Warrington Borough Council has taken a 33% stake in Redwood Bank, a challenger bank that this week received its licence to operate from regulators. Danny Mather describes the rationale for this innovative initiative and the rigorous due diligence and risk mitigation the council has undertaken.
A principle, and very real, outcome of the economic situation since 2008 has been the reduction in the amount of money made available for lending purposes to individuals and to small businesses by the traditional mainstream banks.
This is of significant concern to local authorities, evident by the number of councils who now lend directly to the business sector and, according to a report by the New Local Government Network, over 70% of council leaders are now interested in playing a bigger role in banking for the benefit of local communities and residents.
It is also evident that the proposed development of a bank by the council has anticipated emerging government and opposition party policy, as well as growing recognition of the vital need to re-establish a local banking which understands and responds to local needs, and is accountable locally. This has been a key lesson learned during the recent banking crisis. This view has been given even greater credence following the publication of the final report of the parliamentary commission on banking standards in June 2013 Changing Banking for Good.
The main reason Warrington has invested in this new bank is to increase SME lending in the borough and nationally. This follows a policy directive by members in 2013 and the results of a local business survey carried out in 2013.
The council carried out a thorough due diligence exercise before making its investment in the bank. This followed a full appraisal being made of various alternative options to deliver a lending model. The banking option was considered to be the best and was chosen for the following main reasons:
- Strong governance structure.
- Incorporates strong banking / lending management and board experience as well as expertise the council did not have.
- Risk averse secured property lending model.
- Commercial approach.
- Maximises potential lending available with funding raised from SME deposits.
- Attractive investment return for the council that can be used for investing in front line services.
A full due diligence exercise has been carried out by council officers. The new bank’s regulatory business plan has been stringently reviewed by the Prudential Regulatory Authority (PRA) and the Financial Conduct Authority (FCA), as part of the process of granting a banking licence.
In addition, the council has had the business plan independently reviewed by a Big Four accountancy firm and the council’s external auditors. Legal advice has also been sought from both a firm of solicitors and a leading QC.
A full risk and sensitivity analysis was carried out and incorporated in the bank’s business plan. These risks and sensitivities have also been scrutinised in detail by the PRA and the FCA. The key risks and mitigations associated with a bank of this nature are:
- Failure of businesses to repay loans: all loans will be fully secured.
- Governance: the bank’s governance structure will be approved and then monitored by the PRA on an ongoing basis.
- The economy goes into recession: relatively low risk appetite of the bank and this scenario included in the sensitivity analysis within the business plan.

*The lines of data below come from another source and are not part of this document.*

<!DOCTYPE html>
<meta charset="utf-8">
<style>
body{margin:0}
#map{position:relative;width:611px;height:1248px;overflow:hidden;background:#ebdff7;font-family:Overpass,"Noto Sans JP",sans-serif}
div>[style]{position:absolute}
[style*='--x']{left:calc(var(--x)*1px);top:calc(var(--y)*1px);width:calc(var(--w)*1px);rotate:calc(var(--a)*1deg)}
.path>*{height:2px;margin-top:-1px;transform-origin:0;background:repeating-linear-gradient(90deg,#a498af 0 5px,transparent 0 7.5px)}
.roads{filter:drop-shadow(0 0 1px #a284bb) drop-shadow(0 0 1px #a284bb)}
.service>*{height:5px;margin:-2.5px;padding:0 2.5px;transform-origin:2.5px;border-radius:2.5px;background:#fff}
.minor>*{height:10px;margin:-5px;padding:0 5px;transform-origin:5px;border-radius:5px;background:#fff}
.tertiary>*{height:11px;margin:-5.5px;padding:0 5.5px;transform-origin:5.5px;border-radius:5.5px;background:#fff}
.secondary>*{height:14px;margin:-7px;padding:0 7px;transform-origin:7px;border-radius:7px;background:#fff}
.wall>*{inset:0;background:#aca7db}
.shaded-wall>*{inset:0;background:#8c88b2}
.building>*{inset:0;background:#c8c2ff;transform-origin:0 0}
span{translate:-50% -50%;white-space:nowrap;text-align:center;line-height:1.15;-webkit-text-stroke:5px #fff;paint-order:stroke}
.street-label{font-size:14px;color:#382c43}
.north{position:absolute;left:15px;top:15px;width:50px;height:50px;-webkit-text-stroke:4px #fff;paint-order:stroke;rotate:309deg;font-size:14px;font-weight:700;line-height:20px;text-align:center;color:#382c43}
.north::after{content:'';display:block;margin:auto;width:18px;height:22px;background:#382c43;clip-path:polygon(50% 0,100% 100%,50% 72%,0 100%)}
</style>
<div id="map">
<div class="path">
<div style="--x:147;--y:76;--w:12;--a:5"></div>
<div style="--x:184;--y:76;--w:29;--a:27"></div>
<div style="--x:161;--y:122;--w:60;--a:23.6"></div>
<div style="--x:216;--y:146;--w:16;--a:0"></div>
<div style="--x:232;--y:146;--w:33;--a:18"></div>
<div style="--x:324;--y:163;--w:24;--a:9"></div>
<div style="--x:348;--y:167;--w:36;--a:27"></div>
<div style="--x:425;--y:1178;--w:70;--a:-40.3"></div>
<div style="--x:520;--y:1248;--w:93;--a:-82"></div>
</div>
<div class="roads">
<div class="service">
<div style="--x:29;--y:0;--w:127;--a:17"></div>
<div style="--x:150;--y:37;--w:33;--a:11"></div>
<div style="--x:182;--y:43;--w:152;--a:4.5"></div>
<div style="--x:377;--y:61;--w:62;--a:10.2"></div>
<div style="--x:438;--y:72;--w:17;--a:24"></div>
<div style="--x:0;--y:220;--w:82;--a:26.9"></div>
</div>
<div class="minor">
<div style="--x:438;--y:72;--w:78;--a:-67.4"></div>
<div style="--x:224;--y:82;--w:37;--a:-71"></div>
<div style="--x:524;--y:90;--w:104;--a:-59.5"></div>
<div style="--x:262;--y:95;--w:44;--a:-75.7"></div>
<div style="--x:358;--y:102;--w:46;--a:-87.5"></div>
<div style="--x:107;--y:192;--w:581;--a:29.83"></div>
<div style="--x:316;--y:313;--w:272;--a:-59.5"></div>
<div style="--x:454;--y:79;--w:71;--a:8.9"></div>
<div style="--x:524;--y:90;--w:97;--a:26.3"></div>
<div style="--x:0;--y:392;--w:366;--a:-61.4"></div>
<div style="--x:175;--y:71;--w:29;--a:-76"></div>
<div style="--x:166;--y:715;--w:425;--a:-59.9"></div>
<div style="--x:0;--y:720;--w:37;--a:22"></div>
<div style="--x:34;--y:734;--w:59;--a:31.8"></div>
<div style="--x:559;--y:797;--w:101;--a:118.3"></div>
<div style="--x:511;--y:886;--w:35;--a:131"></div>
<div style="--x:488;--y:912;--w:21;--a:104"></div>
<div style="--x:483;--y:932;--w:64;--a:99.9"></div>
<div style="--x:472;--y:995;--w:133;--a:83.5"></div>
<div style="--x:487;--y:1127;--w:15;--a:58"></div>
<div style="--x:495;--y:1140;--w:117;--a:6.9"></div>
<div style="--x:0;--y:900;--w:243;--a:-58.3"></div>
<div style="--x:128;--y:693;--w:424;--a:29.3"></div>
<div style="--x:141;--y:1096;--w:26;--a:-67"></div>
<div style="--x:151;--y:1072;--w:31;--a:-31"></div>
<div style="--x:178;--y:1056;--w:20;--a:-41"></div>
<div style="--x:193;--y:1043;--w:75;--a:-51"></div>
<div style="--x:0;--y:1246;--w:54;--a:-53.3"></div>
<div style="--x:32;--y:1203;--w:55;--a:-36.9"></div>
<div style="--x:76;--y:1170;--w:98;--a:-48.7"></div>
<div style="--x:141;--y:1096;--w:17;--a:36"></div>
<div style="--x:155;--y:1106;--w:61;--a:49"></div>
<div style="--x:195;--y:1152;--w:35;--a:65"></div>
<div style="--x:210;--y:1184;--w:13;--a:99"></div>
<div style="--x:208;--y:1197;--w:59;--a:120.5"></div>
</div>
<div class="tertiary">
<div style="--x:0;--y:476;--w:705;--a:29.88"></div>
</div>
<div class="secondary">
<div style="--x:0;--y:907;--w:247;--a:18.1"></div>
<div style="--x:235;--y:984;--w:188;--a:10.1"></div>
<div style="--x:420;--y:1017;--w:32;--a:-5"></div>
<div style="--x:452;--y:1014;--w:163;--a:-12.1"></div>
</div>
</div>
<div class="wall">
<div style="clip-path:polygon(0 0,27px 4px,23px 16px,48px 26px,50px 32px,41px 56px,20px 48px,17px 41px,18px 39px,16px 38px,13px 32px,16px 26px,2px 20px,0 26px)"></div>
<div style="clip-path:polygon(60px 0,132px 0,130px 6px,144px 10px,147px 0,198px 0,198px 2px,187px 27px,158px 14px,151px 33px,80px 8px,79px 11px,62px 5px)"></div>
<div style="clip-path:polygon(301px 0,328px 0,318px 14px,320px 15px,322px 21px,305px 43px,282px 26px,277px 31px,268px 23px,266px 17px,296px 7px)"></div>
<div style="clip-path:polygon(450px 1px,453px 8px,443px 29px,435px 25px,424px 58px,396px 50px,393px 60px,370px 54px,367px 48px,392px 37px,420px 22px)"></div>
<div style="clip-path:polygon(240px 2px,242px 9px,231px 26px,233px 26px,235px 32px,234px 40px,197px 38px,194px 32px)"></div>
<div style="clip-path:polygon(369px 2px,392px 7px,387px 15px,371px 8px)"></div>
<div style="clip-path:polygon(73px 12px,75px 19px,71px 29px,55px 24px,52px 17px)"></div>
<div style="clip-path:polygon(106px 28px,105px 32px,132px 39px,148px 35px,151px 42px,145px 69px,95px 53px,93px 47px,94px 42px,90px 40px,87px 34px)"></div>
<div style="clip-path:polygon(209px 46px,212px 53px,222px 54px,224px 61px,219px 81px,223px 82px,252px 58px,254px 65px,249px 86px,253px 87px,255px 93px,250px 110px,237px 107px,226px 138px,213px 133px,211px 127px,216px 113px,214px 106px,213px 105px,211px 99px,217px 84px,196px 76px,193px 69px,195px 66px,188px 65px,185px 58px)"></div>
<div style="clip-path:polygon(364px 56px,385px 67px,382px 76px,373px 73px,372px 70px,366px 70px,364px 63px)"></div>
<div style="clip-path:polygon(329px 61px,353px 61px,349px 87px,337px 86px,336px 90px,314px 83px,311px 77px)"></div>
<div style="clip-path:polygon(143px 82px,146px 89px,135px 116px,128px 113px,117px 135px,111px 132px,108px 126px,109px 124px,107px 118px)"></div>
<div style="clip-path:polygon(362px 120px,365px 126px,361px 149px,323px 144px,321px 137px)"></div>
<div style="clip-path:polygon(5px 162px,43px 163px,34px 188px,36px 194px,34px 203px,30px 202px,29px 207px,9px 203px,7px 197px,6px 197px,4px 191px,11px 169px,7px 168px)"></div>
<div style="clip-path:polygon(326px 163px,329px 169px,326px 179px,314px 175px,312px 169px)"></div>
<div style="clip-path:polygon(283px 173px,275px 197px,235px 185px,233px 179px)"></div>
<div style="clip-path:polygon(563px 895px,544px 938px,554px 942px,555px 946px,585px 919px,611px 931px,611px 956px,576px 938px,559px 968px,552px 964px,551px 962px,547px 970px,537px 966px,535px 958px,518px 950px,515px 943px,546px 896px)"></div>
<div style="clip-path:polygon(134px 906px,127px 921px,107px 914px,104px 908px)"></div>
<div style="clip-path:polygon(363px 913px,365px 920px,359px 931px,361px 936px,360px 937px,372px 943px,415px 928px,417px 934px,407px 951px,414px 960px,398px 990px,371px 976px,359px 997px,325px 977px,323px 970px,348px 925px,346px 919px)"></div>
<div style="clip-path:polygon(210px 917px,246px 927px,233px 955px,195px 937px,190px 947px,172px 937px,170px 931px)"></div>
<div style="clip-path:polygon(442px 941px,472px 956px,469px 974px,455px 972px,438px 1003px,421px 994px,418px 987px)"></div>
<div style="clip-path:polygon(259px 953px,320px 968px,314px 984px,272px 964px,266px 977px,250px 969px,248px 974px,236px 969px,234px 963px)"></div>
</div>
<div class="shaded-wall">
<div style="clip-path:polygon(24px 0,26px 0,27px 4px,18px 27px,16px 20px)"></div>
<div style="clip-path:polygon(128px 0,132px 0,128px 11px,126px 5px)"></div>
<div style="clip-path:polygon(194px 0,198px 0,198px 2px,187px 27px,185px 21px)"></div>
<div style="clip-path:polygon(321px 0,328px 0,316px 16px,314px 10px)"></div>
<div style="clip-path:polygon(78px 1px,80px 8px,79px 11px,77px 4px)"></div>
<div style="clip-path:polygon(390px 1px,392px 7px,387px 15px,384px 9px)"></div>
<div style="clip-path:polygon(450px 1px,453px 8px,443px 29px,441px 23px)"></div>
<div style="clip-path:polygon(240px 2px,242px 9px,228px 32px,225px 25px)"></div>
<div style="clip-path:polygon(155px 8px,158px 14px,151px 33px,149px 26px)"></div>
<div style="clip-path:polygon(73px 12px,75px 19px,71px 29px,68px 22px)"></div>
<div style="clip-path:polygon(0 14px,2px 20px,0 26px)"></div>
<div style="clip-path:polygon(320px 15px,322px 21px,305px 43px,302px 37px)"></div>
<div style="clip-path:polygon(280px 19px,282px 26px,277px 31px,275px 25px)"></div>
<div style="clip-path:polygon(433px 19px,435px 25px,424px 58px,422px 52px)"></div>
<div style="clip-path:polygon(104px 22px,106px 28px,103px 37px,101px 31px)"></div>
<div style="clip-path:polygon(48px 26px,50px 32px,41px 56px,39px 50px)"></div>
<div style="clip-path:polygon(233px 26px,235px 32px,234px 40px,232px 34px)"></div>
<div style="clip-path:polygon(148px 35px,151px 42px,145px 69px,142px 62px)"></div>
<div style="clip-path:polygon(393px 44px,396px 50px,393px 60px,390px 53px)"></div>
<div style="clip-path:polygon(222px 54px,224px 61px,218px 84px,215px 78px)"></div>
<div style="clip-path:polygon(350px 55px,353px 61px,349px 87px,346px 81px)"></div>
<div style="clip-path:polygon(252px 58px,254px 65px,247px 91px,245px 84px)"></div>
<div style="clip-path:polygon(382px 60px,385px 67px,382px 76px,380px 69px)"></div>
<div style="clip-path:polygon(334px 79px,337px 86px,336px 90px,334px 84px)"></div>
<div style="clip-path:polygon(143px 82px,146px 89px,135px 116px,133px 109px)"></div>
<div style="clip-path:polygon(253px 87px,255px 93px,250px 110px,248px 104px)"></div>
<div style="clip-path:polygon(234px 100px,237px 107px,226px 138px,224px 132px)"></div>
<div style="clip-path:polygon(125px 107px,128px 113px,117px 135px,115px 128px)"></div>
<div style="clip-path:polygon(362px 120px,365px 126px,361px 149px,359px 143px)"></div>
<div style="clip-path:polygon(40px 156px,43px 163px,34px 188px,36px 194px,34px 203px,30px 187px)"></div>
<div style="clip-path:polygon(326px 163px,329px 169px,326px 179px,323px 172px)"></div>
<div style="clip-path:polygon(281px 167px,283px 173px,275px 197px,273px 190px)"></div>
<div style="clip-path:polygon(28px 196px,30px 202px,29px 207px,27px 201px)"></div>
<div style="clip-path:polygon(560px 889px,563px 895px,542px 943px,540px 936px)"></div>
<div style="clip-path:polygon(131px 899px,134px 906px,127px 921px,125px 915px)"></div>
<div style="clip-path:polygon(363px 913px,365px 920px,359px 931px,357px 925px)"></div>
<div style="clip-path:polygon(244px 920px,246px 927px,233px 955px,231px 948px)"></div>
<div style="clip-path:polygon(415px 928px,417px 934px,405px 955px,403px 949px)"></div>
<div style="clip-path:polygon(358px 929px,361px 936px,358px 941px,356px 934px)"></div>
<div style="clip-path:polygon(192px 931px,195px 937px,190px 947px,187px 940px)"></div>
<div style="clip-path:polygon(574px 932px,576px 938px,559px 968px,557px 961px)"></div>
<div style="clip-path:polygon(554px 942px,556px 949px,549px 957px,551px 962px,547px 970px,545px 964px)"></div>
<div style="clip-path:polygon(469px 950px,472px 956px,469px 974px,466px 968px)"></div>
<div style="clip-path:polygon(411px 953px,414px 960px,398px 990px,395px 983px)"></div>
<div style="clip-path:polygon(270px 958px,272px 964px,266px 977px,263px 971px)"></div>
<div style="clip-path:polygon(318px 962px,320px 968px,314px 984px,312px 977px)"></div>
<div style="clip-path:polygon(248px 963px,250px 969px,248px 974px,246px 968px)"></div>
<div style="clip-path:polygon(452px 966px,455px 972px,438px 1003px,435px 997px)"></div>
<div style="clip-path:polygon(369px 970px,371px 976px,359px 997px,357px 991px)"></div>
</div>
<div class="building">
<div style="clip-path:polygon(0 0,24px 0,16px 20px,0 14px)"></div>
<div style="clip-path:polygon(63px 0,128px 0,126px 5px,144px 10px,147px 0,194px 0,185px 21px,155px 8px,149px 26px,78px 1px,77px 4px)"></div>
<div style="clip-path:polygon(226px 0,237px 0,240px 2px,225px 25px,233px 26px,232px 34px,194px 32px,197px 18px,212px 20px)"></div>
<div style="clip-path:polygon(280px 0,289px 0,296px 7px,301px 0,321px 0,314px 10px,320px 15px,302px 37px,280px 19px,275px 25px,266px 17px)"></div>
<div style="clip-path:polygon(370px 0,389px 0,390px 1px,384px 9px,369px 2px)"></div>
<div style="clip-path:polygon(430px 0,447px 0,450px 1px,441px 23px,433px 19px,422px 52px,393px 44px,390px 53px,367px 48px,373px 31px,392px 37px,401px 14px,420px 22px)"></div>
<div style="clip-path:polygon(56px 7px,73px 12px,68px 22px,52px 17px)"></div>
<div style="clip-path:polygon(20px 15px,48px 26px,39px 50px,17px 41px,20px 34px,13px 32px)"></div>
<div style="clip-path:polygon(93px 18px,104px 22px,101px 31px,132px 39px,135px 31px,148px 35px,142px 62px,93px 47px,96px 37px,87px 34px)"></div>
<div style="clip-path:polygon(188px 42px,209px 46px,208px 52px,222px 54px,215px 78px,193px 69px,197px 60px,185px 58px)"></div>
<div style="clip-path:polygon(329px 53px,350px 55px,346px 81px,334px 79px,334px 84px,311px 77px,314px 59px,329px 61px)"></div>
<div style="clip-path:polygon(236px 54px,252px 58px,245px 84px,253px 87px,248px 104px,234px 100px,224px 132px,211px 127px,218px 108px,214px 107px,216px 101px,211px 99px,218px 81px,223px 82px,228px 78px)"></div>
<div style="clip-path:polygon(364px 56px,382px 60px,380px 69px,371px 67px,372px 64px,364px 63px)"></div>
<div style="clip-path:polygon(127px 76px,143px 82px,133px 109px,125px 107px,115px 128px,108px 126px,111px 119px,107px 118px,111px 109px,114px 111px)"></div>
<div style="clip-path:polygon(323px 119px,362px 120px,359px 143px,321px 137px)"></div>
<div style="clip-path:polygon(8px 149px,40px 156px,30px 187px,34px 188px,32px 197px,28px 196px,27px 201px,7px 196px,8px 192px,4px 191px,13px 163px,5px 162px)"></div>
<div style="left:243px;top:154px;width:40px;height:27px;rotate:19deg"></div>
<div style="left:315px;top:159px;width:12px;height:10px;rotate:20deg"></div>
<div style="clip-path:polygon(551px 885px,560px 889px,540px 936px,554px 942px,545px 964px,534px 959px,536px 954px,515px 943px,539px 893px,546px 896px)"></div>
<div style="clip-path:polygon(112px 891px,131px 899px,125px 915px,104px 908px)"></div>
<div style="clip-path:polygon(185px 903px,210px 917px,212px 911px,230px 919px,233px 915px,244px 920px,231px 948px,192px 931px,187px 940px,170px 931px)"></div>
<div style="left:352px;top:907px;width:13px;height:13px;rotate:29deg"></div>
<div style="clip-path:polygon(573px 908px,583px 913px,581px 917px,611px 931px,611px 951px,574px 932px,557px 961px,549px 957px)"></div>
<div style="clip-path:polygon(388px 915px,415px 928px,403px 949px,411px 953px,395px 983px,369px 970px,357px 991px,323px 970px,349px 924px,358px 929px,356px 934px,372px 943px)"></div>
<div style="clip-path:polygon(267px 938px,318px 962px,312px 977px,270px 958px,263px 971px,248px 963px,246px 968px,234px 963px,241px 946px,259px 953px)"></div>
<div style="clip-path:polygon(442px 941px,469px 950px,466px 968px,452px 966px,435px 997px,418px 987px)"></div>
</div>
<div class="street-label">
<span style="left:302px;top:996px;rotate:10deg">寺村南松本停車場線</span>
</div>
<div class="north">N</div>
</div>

- Competition: assessed within the business plan. The bank’s planned volumes will be small. The bank will be flexible and able to react quickly to changing market conditions
- IT system failures or cyber attacks: modern systems will be purchased that will incorporate the most modern technology, which do not have the legacy system problems of the current big banks.
- Loss of the council’s capital investment due to poor performance: the bank’s performance against its business plan will be closely monitored. The council’s investment is not all upfront, but instead is being staggered over three years to ensure the risk is mitigated.
- The council could face a challenge from: a member of the public, auditor, European Union (over state aid) or judicial review. Extensive consultation has taken place in respect of the council’s investment in the bank. Professional accounting advice was obtained and an independent review of the business plan has been carried out by a Big Four accounting firm. Legal advice, covering state aid, has also been obtained from a firm of solicitors and a leading QC. The council’s auditors have been fully briefed on the bank project and have been supplied with all key documentation.
- Reputational risk to the council of the bank failing: the bank’s business plan is prudent and has been subject to significant stress testing. The bank is subject to a stringent and transparent governance structure.
The bank will now go through “mobilisation” and is due to be open for business during the summer of 2017. This model offers similar opportunities to all councils to introduce and promote SME lending in their own regions.
Over time the bank could be added to councils’ investment counterparty lists, creating a truly integrated local authority / private sector lending model. This would drive both local and national SME growth and economic prosperity. This is a unique public-private partnership that heralds a return to community banking in the UK.
Danny Mather is corporate manager at Warrington Borough Council.